- Developer: Moebial Studios
- Publisher: Hitcents
- Director: Patric Fallon
- Artist: Leonardo D'Almeida
- Composer: Thomas Hoey
- Platforms: Linux, macOS, Windows
- Release: January 20, 2022
- Genre: Adventure
- Mode: Single-player

= Aquamarine (video game) =

2022 video game

Aquamarine is a turn based survival video game developed by the American developer Moebial Studios. It was released for Linux, macOS, and Windows in January 2022. The game is set in a vast alien ocean where the player character explores and learns more about the world.

== Gameplay ==
In Aquamarine, players take control of a space explorer who has crash landed on a small island on an alien planet.
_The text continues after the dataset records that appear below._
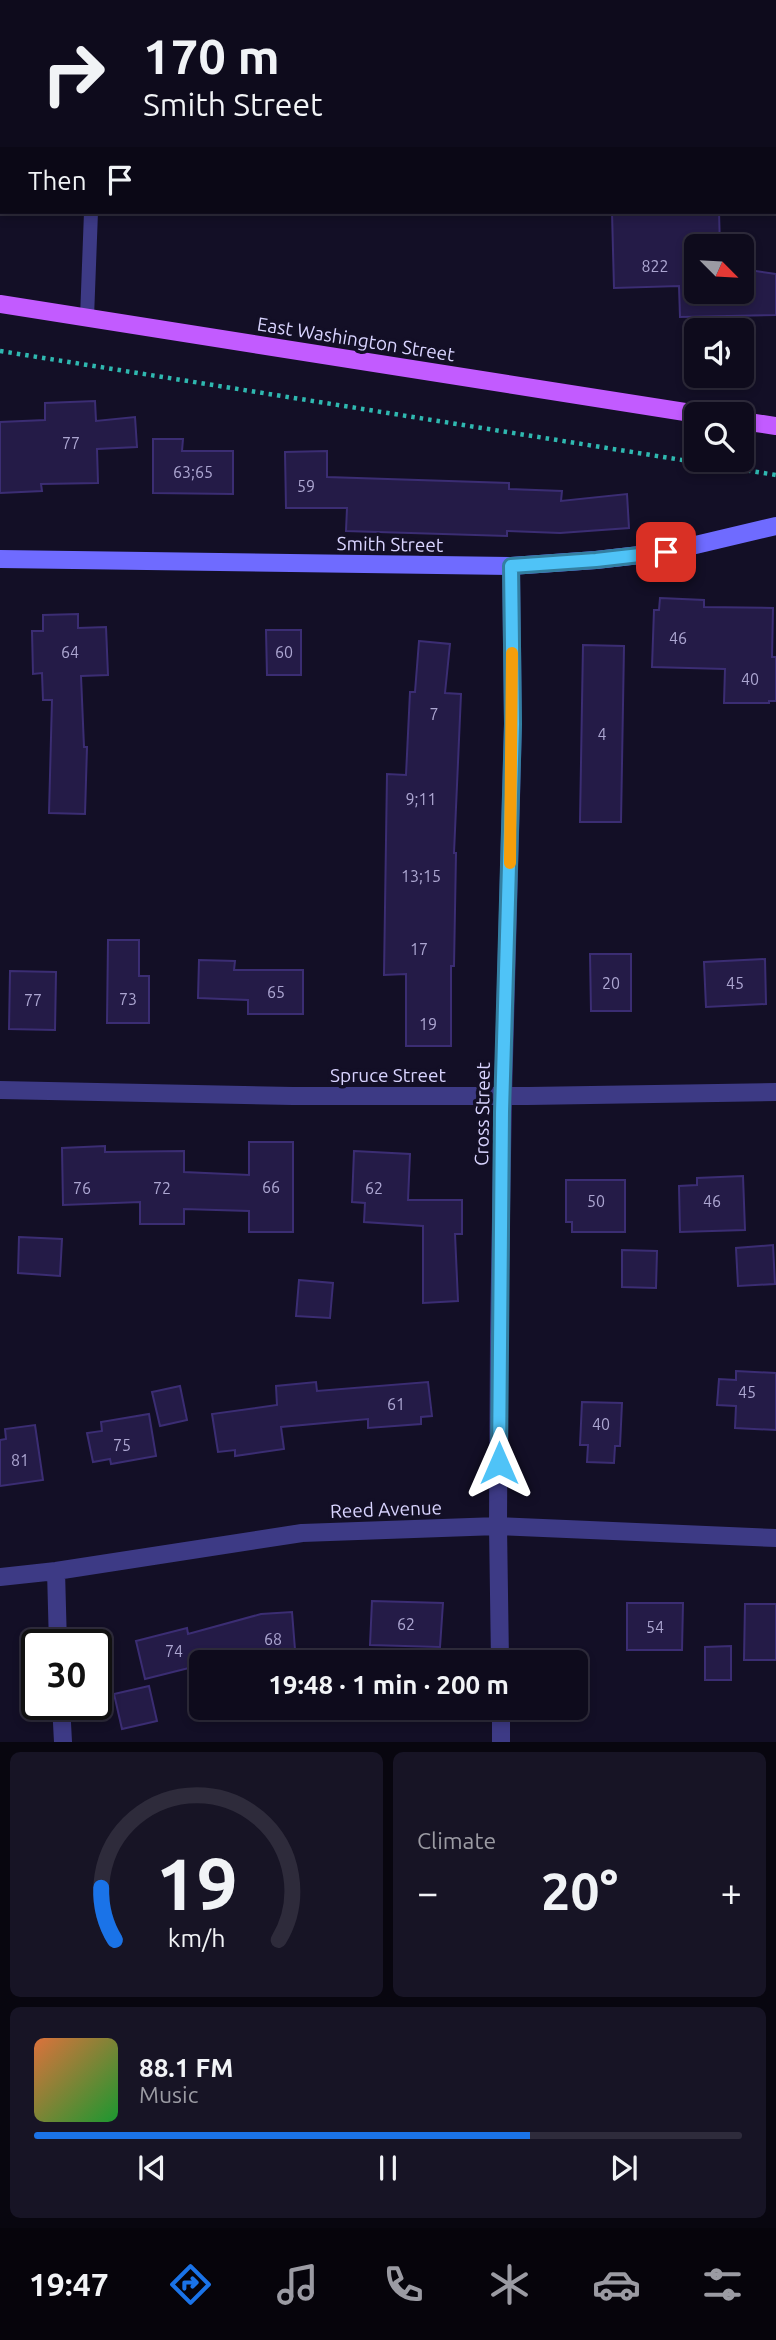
<!DOCTYPE html>
<html lang="en">
<head>
<meta charset="utf-8">
<style>
  :root { --surface:#0e0b1c; --page:#171425; --text:#f1f3f6; --muted:#9b9ba3; --line:#2e2b3b; --accent:#1a73e8 }
  body { margin:0; font-family:Ubuntu,sans-serif; background:var(--page); color:var(--text); height:100vh; display:flex; flex-direction:column; font-size:26px; white-space:nowrap }
  * { box-sizing:border-box; margin:0 }
  p { font-size:23px; color:var(--muted) }
  .icon { flex:none; width:38px; height:38px; fill:none; stroke:currentColor; stroke-width:2; stroke-linecap:round; stroke-linejoin:round }
  .map { position:relative; height:1742px; overflow:hidden }
  .sheet { display:flex; flex-direction:column; gap:10px; padding:10px; background:#08060f; flex:1 }
  .sheet>* { flex:none }
  .top-card { position:absolute; left:0px; top:0px; width:777px; height:214px; box-shadow:0 4px 10px #0003,0 0 0 2px var(--line); background:#0e0b1c; color:var(--text); overflow:hidden }
  .needle { width:46px; rotate:114deg }
  .tools { position:absolute; left:684px; top:234px; display:grid; gap:14px }
  .tools a { display:grid; place-items:center; width:70px; height:70px; border-radius:10px; background:var(--surface); box-shadow:0 4px 10px #0003,0 0 0 2px var(--line); font-size:35px }
  .speed { position:absolute; left:21px; top:1629px; display:flex; gap:14px; font-size:35px; font-weight:700; text-align:center }
  .speed>* { display:grid; place-content:center; width:91px; height:91px; border-radius:50%; background:var(--surface); box-shadow:0 4px 10px #0003,0 0 0 2px var(--line); line-height:1 }
  .speed .limit { border:4px solid #111; border-radius:10px; background:#fff; color:#111 }
  .pin { position:absolute; display:grid; place-items:center; width:60px; height:60px; color:#fff; margin:-30px; border-radius:14px; box-shadow:0 4px 10px #0006 }
  .me { position:absolute; width:77px; margin:-38px; rotate:0deg; stroke-linejoin:round; filter:drop-shadow(0 0 5px #0008) }
  .turn { display:flex; align-items:center; gap:24px; height:147px; padding:0 28px; font-size:32px }
  .turn .icon { width:91px; height:91px; stroke-width:2.5 }
  .turn b { display:block; font-size:49px; line-height:60px }
  .then { display:flex; align-items:center; height:66px; padding:0 28px; background:#0003; gap:14px; font-size:26px }
  .big { font-size:52px; font-weight:600; line-height:1.1 }
  .sheet .widget { flex:1; display:flex; flex-direction:column; justify-content:center; gap:10px; min-width:0; padding:0 24px; border-radius:10px; background:var(--page) }
  .sheet .dial { align-items:center; gap:0 }
  .dial svg { height:182px; overflow:visible; fill:none; stroke:var(--line); stroke-width:7; stroke-linecap:round; text-anchor:middle }
  .dial text { fill:var(--text); stroke:none }
  .song { display:flex; align-items:center; gap:21px }
  .cover { width:84px; height:84px; border-radius:10px; background:linear-gradient(135deg,hsl(20 70% 55%),hsl(130 70% 35%)) }
  .played { height:7px; border-radius:4px; background:linear-gradient(90deg,var(--accent) 70%,var(--line) 70%) }
  .keys { display:flex; justify-content:space-around; direction:ltr }
  .heat { display:flex; justify-content:space-between; align-items:center; font-size:38px; direction:ltr }
  .sheet .tiles { flex:1; display:grid; gap:10px; grid-template-columns:1fr 1fr }
  .widget:last-child { grid-column:span 2 }
  .trip { position:absolute; left:189px; top:1650px; width:399px; height:70px; border-radius:10px; background:var(--surface); box-shadow:0 4px 10px #0003,0 0 0 2px var(--line); font-weight:600; line-height:70px; text-align:center }
  .dock { display:flex; height:112px; justify-content:space-around; align-items:center; background:#06040b; color:var(--muted) }
  .dock .icon { width:49px; height:49px }
  .dock .current { color:var(--accent) }
  .dock b { font-size:32px; color:var(--text) }
  .map>svg:first-child { display:block }
  .green { fill:#12302f }
  .lines { fill:none; stroke-linecap:round; stroke-linejoin:round }
  .river { stroke:#0a1f44; stroke-width:61 }
  .building { fill:#241b47; stroke:#3b2d73; stroke-width:2 }
  .path { stroke:#2fb8b0; stroke-width:4.5; stroke-dasharray:3.5 5; stroke-linecap:butt }
  .lane { stroke:#3d3a85; stroke-width:14 }
  .street { stroke:#3d3a85; stroke-width:18 }
  .secondary { stroke:#6f6bff; stroke-width:18 }
  .primary { stroke:#c25bff; stroke-width:18 }
  .route-casing { stroke:#337fa1; stroke-width:18 }
  .route { stroke:#4fc3f7; stroke-width:12 }
  .slow { stroke:#f59e0b; stroke-width:12 }
  .labels { text-anchor:middle; stroke-width:7; stroke-linejoin:round; paint-order:stroke }
  .number-label { font-size:16px; fill:#aca6d1 }
  .street-label { font-size:19px; fill:#d9d4ff; stroke:#130f26 }
</style>
</head>
<body>
<div class="map">
<svg width="776" height="1742" viewBox="0 0 776 1742">
  <rect width="100%" height="100%" fill="#130f26"/>
  <!-- green -->
  <path class="green" d="M 0,0 L 363,0 L 362,2 L 2,2 L 2,7 Z"/>
  <g class="lines">
    <!-- river -->
    <path class="river" d="M 695,0 L 701,2
      M 775,27 L 776,27"/>
  </g>
  <!-- building -->
  <path class="building" d="M 612,212 L 719,212 L 720,247 L 696,247 L 696,292 L 742,292 L 742,269 L 776,274 L 776,315 L 680,317 L 679,286 L 614,288 Z
    M 95,401 L 96,421 L 135,417 L 137,447 L 97,449 L 98,483 L 41,484 L 42,491 L 0,493 L 0,422 L 45,420 L 45,403 Z
    M 153,439 L 183,439 L 182,451 L 233,451 L 233,494 L 153,493 Z
    M 327,451 L 327,477 L 509,483 L 509,489 L 562,491 L 561,501 L 627,494 L 629,528 L 560,533 L 507,531 L 507,536 L 346,531 L 347,508 L 286,508 L 285,452 Z
    M 660,598 L 704,600 L 704,607 L 773,608 L 772,657 L 776,657 L 776,701 L 769,701 L 769,703 L 724,703 L 725,669 L 652,667 L 654,610 L 659,610 Z
    M 78,614 L 78,628 L 106,627 L 108,675 L 81,676 L 84,747 L 87,747 L 85,814 L 49,813 L 52,700 L 43,700 L 42,673 L 33,674 L 32,631 L 43,631 L 43,615 Z
    M 266,630 L 301,630 L 301,675 L 267,675 Z
    M 419,641 L 450,644 L 445,693 L 461,694 L 454,853 L 456,853 L 454,966 L 451,966 L 451,1046 L 406,1046 L 406,974 L 384,975 L 387,774 L 406,775 L 410,692 L 415,692 Z
    M 583,645 L 624,646 L 621,822 L 580,822 Z
    M 108,940 L 139,940 L 139,976 L 149,976 L 149,1023 L 107,1023 Z
    M 590,954 L 631,954 L 631,1011 L 591,1011 Z
    M 765,959 L 766,1004 L 706,1007 L 704,962 Z
    M 199,960 L 235,961 L 234,970 L 303,970 L 303,1014 L 248,1014 L 248,1000 L 198,998 Z
    M 10,971 L 56,972 L 55,1030 L 9,1029 Z
    M 249,1142 L 293,1142 L 293,1232 L 249,1232 L 249,1211 L 184,1209 L 184,1224 L 140,1224 L 140,1202 L 63,1205 L 62,1148 L 105,1146 L 105,1152 L 184,1151 L 184,1172 L 249,1175 Z
    M 354,1151 L 410,1154 L 408,1200 L 462,1200 L 462,1234 L 455,1234 L 458,1301 L 423,1303 L 423,1226 L 364,1222 L 365,1203 L 352,1202 Z
    M 743,1176 L 745,1230 L 680,1232 L 679,1186 L 697,1185 L 697,1178 Z
    M 566,1180 L 625,1180 L 625,1232 L 572,1232 L 572,1222 L 566,1222 Z
    M 19,1237 L 62,1239 L 60,1276 L 18,1273 Z
    M 773,1245 L 775,1284 L 738,1286 L 736,1248 Z
    M 622,1250 L 657,1251 L 656,1288 L 622,1287 Z
    M 299,1280 L 333,1283 L 330,1318 L 296,1316 Z
    M 736,1371 L 776,1373 L 776,1430 L 735,1428 L 736,1406 L 717,1405 L 719,1379 L 736,1380 Z
    M 316,1382 L 317,1391 L 428,1382 L 432,1416 L 421,1417 L 421,1424 L 368,1428 L 368,1419 L 281,1427 L 284,1449 L 235,1456 L 235,1450 L 218,1452 L 212,1414 L 277,1405 L 276,1386 Z
    M 180,1386 L 187,1420 L 160,1426 L 152,1392 Z
    M 582,1402 L 622,1403 L 620,1446 L 615,1446 L 614,1463 L 587,1462 L 588,1445 L 580,1445 Z
    M 149,1414 L 156,1456 L 111,1464 L 110,1459 L 93,1462 L 87,1433 L 102,1431 L 101,1422 Z
    M 35,1425 L 43,1480 L 0,1486 L 0,1440 L 6,1439 L 5,1429 Z
    M 372,1601 L 443,1603 L 440,1647 L 370,1645 Z
    M 627,1603 L 683,1603 L 682,1650 L 627,1650 Z
    M 745,1604 L 776,1604 L 776,1660 L 744,1660 Z
    M 292,1612 L 296,1662 L 253,1662 L 252,1652 L 212,1662 L 201,1662 L 201,1665 L 145,1679 L 136,1641 L 187,1628 L 188,1634 L 261,1614 Z
    M 731,1646 L 731,1680 L 705,1680 L 705,1647 Z
    M 149,1686 L 157,1721 L 122,1729 L 114,1694 Z"/>
  <g class="lines">
    <!-- path -->
    <path class="path" d="M 0,351 L 776,475"/>
    <!-- lane -->
    <path class="lane" d="M 0,117 L 2,117
      M 87,318 L 91,212"/>
    <!-- street -->
    <path class="street" d="M 0,1090 L 293,1096 L 528,1096 L 776,1092
      M 56,1571 L 58,1645
      M 0,1577 L 56,1571 L 302,1533 L 498,1526 L 776,1538
      M 500,1662 L 498,1526 L 499,1336 L 503,1096 L 513,724 L 511,566
      M 61,1704 L 63,1742
      M 501,1708 L 501,1742"/>
    <!-- secondary -->
    <path class="secondary" d="M 0,559 L 511,566 L 596,560 L 666,552 L 776,526"/>
    <!-- primary -->
    <path class="primary" d="M 0,304 L 704,415
      M 742,421 L 776,426"/>
  </g>
  <g class="lines">
    <!-- route casing -->
    <g class="route-casing">
      <path id="route" d="M 499,1463 L 502,1112 L 513,724 L 511,566 L 596,560 L 666,552"/>
    </g>
    <!-- route -->
    <use href="#route" class="route"/>
    <!-- slow -->
    <path class="slow" d="M 510,863 L 512,653"/>
  </g>
  <g class="labels">
    <!-- number labels -->
    <g class="number-label">
      <text x="655" y="272">822</text>
      <text x="71" y="449">77</text>
      <text x="193" y="478">63;65</text>
      <text x="306" y="492">59</text>
      <text x="678" y="644">46</text>
      <text x="70" y="658">64</text>
      <text x="284" y="658">60</text>
      <text x="750" y="685">40</text>
      <text x="434" y="720">7</text>
      <text x="602" y="740">4</text>
      <text x="421" y="805">9;11</text>
      <text x="421" y="882">13;15</text>
      <text x="419" y="955">17</text>
      <text x="611" y="989">20</text>
      <text x="735" y="989">45</text>
      <text x="276" y="998">65</text>
      <text x="128" y="1005">73</text>
      <text x="33" y="1006">77</text>
      <text x="428" y="1030">19</text>
      <text x="271" y="1193">66</text>
      <text x="82" y="1194">76</text>
      <text x="162" y="1194">72</text>
      <text x="374" y="1194">62</text>
      <text x="596" y="1207">50</text>
      <text x="712" y="1207">46</text>
      <text x="747" y="1398">45</text>
      <text x="396" y="1410">61</text>
      <text x="601" y="1430">40</text>
      <text x="122" y="1451">75</text>
      <text x="20" y="1466">81</text>
      <text x="406" y="1630">62</text>
      <text x="655" y="1633">54</text>
      <text x="273" y="1645">68</text>
      <text x="174" y="1657">74</text>
    </g>
    <!-- street labels -->
    <g class="street-label">
      <text transform="translate(356 339) rotate(9)" y="7">East Washington Street</text>
      <text transform="translate(390 544) rotate(1)" y="7">Smith Street</text>
      <text x="388" y="1082">Spruce Street</text>
      <text transform="translate(482 1114) rotate(-89)" y="7">Cross Street</text>
      <text transform="translate(386 1509) rotate(-2)" y="7">Reed Avenue</text>
    </g>
  </g>
</svg>
<div class="tools">
<a><svg class="needle" viewBox="-14 -14 28 28"><path d="M0-13l5 13h-10z" fill="#e53935"/><path d="M0 13l5-13h-10z" fill="#9b9ba3"/></svg></a>
<a><svg class="icon" aria-label="sound" viewBox="0 0 24 24"><path d="M4 9h4l5-4v14l-5-4H4zM17 9q2 3 0 6"/></svg></a>
<a><svg class="icon" aria-label="search" viewBox="0 0 24 24"><circle cx="10" cy="10" r="6"/><path d="M15 15l6 6"/></svg></a>
</div>
<div class="speed"><div class="limit">30</div></div>
<div class="pin" style="left:666px;top:552px;background:#d93025"><svg class="icon" aria-label="arrive" viewBox="0 0 24 24"><path d="M6 21V4h12l-3 4 3 4H6"/></svg></div>
<svg class="me" style="left:499px;top:1463px" viewBox="-20 -20 40 40"><path d="M0-17L14 15 0 8-14 15z" fill="#4fc3f7" stroke="#fff" stroke-width="4"/></svg>
<div class="trip">19:48 · 1 min · 200 m</div>
<div class="top-card">
<div class="turn"><svg class="icon" aria-label="right" viewBox="0 0 24 24"><path d="M7 20v-9h11M14 6l5 5-5 5"/></svg><div><b>170 m</b>Smith Street</div></div>
<div class="then">Then<svg class="icon" aria-label="arrive" viewBox="0 0 24 24"><path d="M6 21V4h12l-3 4 3 4H6"/></svg></div>
</div>
</div>
<section class="sheet">
<div class="tiles">
<div class="widget dial"><svg viewBox="0 0 100 80">
<path d="M14 69A42 42 0 1 1 86 69"/>
<path d="M14 69A42 42 0 0 1 8 46" stroke="#1a73e8"/>
<text x="50" y="56" font-size="32" font-weight="700">19</text>
<text x="50" y="72" font-size="11">km/h</text>
</svg></div>
<div class="widget"><p>Climate</p>
<div class="heat"><a>−</a><b class="big">20°</b><a>+</a></div>
</div>
<div class="widget">
<div class="song"><i class="cover"></i><div><b>88.1 FM</b><p>Music</p></div></div>
<div class="played"></div>
<div class="keys"><svg class="icon" aria-label="previous" viewBox="0 0 24 24"><path d="M18 5L8 12l10 7zM5 5v14"/></svg><svg class="icon" aria-label="pause" viewBox="0 0 24 24"><path d="M8 5v14M16 5v14"/></svg><svg class="icon" aria-label="next" viewBox="0 0 24 24"><path d="M6 5l10 7-10 7zM19 5v14"/></svg></div>
</div>
</div>
</section>
<nav class="dock">
<b>19:47</b>
<svg class="icon current" aria-label="directions" viewBox="0 0 24 24"><path d="M12 3l9 9-9 9-9-9zM9 14v-3h6M13 9l2 2-2 2"/></svg>
<svg class="icon" aria-label="music" viewBox="0 0 24 24"><path d="M9 18V5l10-2v13"/><circle cx="6" cy="18" r="3"/><circle cx="16" cy="16" r="3"/></svg>
<svg class="icon" aria-label="phone" viewBox="0 0 24 24"><path d="M5 4h4l2 5-3 2q2 4 5 5l2-3 5 2v4C11 20 4 13 5 4z"/></svg>
<svg class="icon" aria-label="climate" viewBox="0 0 24 24"><path d="M12 3v18M4 7l16 10M4 17L20 7"/></svg>
<svg class="icon" aria-label="car" viewBox="0 0 24 24"><path d="M5 17H2v-5l4-1 3-4h7l3 4 3 1v5h-3M9 17h6M6 11h13"/><circle cx="7" cy="17" r="2"/><circle cx="17" cy="17" r="2"/></svg>
<svg class="icon" aria-label="filters" viewBox="0 0 24 24"><path d="M4 7h16M4 17h16"/><circle cx="9" cy="7" r="2"/><circle cx="15" cy="17" r="2"/></svg>
</nav>
</body>
</html>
The player goes on underwater dives, using a pod to find resources. Using resources found from dives the player can upgrade their pod or invest in the island. The player can also find items or food to eat during dives. The game is turn based, every time the player makes a move, the player's energy bar goes down. If the bar reaches zero, the pod breaks and sends the player back to the island.

== Development ==
The game is inspired from the work of French artist Jean Giraud. The game started development in 2017. Moebial launched the Kickstarter for the game alongside a demo on October 3, 2018. The Kickstarter campaign was unsuccessful, with the game only reaching $9,590 of its $25,000 goal. In January 2020, Moebial launched a second Kickstarter with a reduced funding goal of $12,500. This campaign was successful, and the game had its release date postponed from late 2020 to Q2 2021. The game was delayed again and eventually launched in January 2022.